Am Wochenende war bereits gemeldet worden, Vodafone erwarte einen Rekordverlust von über 20 Milliarden Pfund. In einem "Strategie-Update" kündigt das Unternehmen nun einige Schritte an, um die Vorgehensweise den veränderten Bedingungen auf dem Mobilfunkmarkt anzupassen. Dazu gehörten Kostenreduzierungen in Europa und das Ziel verstärkten Wachstums in aufstrebenden Märkten. Am Firmensitz in Newbury sollen 400 Arbeitsplätze abgebaut werden. Das Geschäft mit IT Application Development and Maintenance werde ausgelagert. Das Network Supply Chain Management solle zentralisiert und die regionalen Data Center konsolidiert werden. Die strategischen Ziele sollen wie zuvor angekündigt künftig in den drei Geschäftsbereichen Europa mit Bill Morrow als Verantwortlichen, Osteuropa/Naher Osten/Afrika/Asien-Pazifik unter der Leitung von Paul Donovan und der Abteilung "New Businesses" unter Thomas Geitner verfolgt werden. Geitner sei verantwortlich für neue Kommunikationsdienste, die der zunehmenden Konvergenz von mobilen, Breitband- und Internetdiensten gerecht werden sollen.

Weiter hat Vodafone angekündigt, in den Festnetzmarkt vorstoßen zu wollen. "Zwei Punkte sind entscheidend für weiteres Wachstum bei Vodafone Deutschland: UMTS und Festnetzsubstitution.

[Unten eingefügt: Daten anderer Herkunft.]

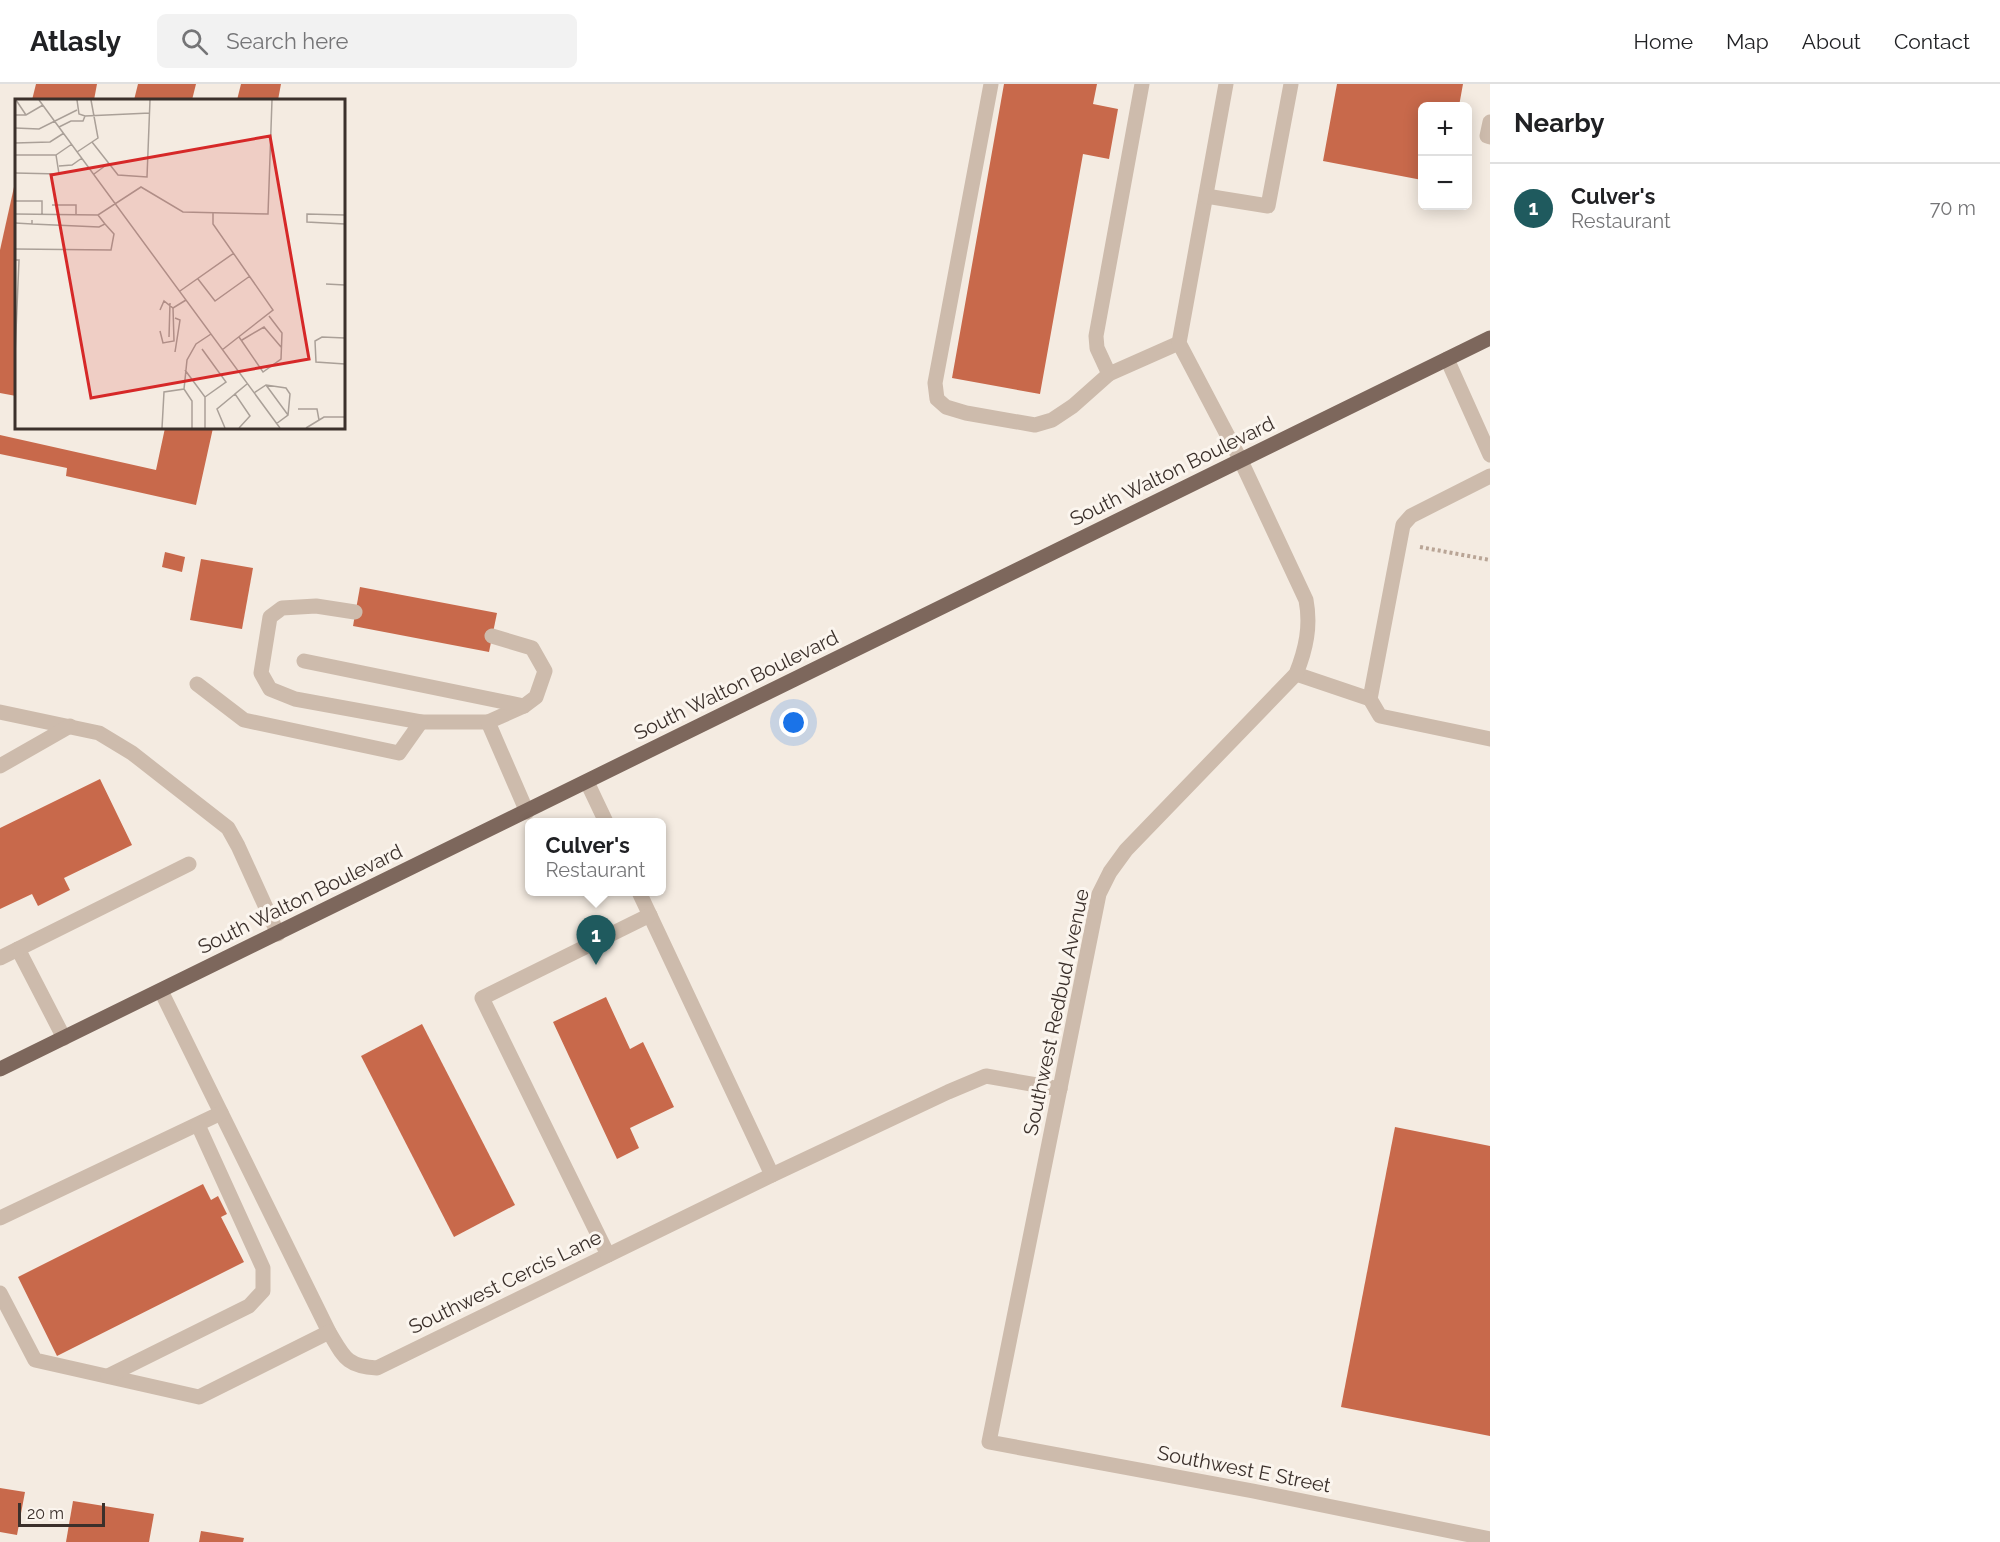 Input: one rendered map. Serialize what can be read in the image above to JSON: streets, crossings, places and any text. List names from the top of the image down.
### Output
{
  "streets": {
    "main road": ["South Walton Boulevard"],
    "street": ["Southwest Redbud Avenue", "Southwest Cercis Lane", "Southwest E Street"]
  },
  "crossings": [
    ["South Walton Boulevard", "Southwest Redbud Avenue"],
    ["South Walton Boulevard", "Southwest Cercis Lane"],
    ["Southwest Redbud Avenue", "Southwest Cercis Lane"],
    ["Southwest Redbud Avenue", "Southwest E Street"]
  ],
  "scale_bar": "20 m",
  "page": {
    "header": "Atlasly",
    "search": "Search here",
    "nav": [
      "Home",
      "Map",
      "About",
      "Contact"
    ],
    "heading": "Nearby",
    "map_buttons": ["+", "−"],
    "list": [
      {
        "mark": "1",
        "name": "Culver's",
        "note": "Restaurant",
        "value": "70 m"
      }
    ],
    "popup": ["Culver's", "Restaurant"],
    "pins": "1",
    "scale": "20 m"
  }
}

Wir wollen langfristig unseren Marktanteil vom Mobilfunk auf das Festnetz ausdehnen" kündigte Friedrich Joussen, Vorsitzender der Geschäftsführung Vodafone D2 GmbH, heute an. Noch im Laufe dieses Jahres will das Unternehmen ein Komplettangebot aus Mobilfunk und DSL-Internetzugang anbieten. Dazu werde die Kooperation mit Arcor verstärkt.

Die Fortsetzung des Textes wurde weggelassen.